[Opening Supplied entries section]
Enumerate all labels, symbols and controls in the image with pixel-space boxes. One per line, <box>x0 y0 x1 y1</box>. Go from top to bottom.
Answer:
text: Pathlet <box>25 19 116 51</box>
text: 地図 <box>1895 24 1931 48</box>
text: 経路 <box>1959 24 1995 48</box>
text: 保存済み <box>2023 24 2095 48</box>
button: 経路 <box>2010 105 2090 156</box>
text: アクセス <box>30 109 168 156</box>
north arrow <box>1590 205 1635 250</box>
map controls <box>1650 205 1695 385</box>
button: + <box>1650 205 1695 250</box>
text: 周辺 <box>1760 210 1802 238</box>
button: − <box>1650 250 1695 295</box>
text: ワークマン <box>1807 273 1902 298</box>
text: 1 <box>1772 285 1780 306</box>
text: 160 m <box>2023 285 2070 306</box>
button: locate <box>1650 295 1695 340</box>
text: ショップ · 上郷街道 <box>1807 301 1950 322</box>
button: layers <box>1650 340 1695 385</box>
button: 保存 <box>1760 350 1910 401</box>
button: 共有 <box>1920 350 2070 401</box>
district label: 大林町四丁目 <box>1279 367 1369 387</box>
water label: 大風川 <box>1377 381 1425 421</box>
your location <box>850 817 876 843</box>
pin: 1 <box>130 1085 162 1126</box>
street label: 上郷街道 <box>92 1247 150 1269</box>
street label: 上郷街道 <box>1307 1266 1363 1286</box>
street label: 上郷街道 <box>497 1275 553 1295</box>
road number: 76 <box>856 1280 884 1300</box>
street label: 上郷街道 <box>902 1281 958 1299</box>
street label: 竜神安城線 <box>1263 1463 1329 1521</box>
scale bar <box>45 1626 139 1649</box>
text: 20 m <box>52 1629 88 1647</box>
[Closing Supplied entries section]
What you need to do:
Repeat each record verbatim.

Answer box:
Enumerate all labels, symbols and controls in the image with pixel-space boxes. One per line, <box>x0 y0 x1 y1</box>. Go from top to bottom.
Answer:
text: Pathlet <box>25 19 116 51</box>
text: 地図 <box>1895 24 1931 48</box>
text: 経路 <box>1959 24 1995 48</box>
text: 保存済み <box>2023 24 2095 48</box>
button: 経路 <box>2010 105 2090 156</box>
text: アクセス <box>30 109 168 156</box>
north arrow <box>1590 205 1635 250</box>
map controls <box>1650 205 1695 385</box>
button: + <box>1650 205 1695 250</box>
text: 周辺 <box>1760 210 1802 238</box>
button: − <box>1650 250 1695 295</box>
text: ワークマン <box>1807 273 1902 298</box>
text: 1 <box>1772 285 1780 306</box>
text: 160 m <box>2023 285 2070 306</box>
button: locate <box>1650 295 1695 340</box>
text: ショップ · 上郷街道 <box>1807 301 1950 322</box>
button: layers <box>1650 340 1695 385</box>
button: 保存 <box>1760 350 1910 401</box>
button: 共有 <box>1920 350 2070 401</box>
district label: 大林町四丁目 <box>1279 367 1369 387</box>
water label: 大風川 <box>1377 381 1425 421</box>
your location <box>850 817 876 843</box>
pin: 1 <box>130 1085 162 1126</box>
street label: 上郷街道 <box>92 1247 150 1269</box>
street label: 上郷街道 <box>1307 1266 1363 1286</box>
street label: 上郷街道 <box>497 1275 553 1295</box>
road number: 76 <box>856 1280 884 1300</box>
street label: 上郷街道 <box>902 1281 958 1299</box>
street label: 竜神安城線 <box>1263 1463 1329 1521</box>
scale bar <box>45 1626 139 1649</box>
text: 20 m <box>52 1629 88 1647</box>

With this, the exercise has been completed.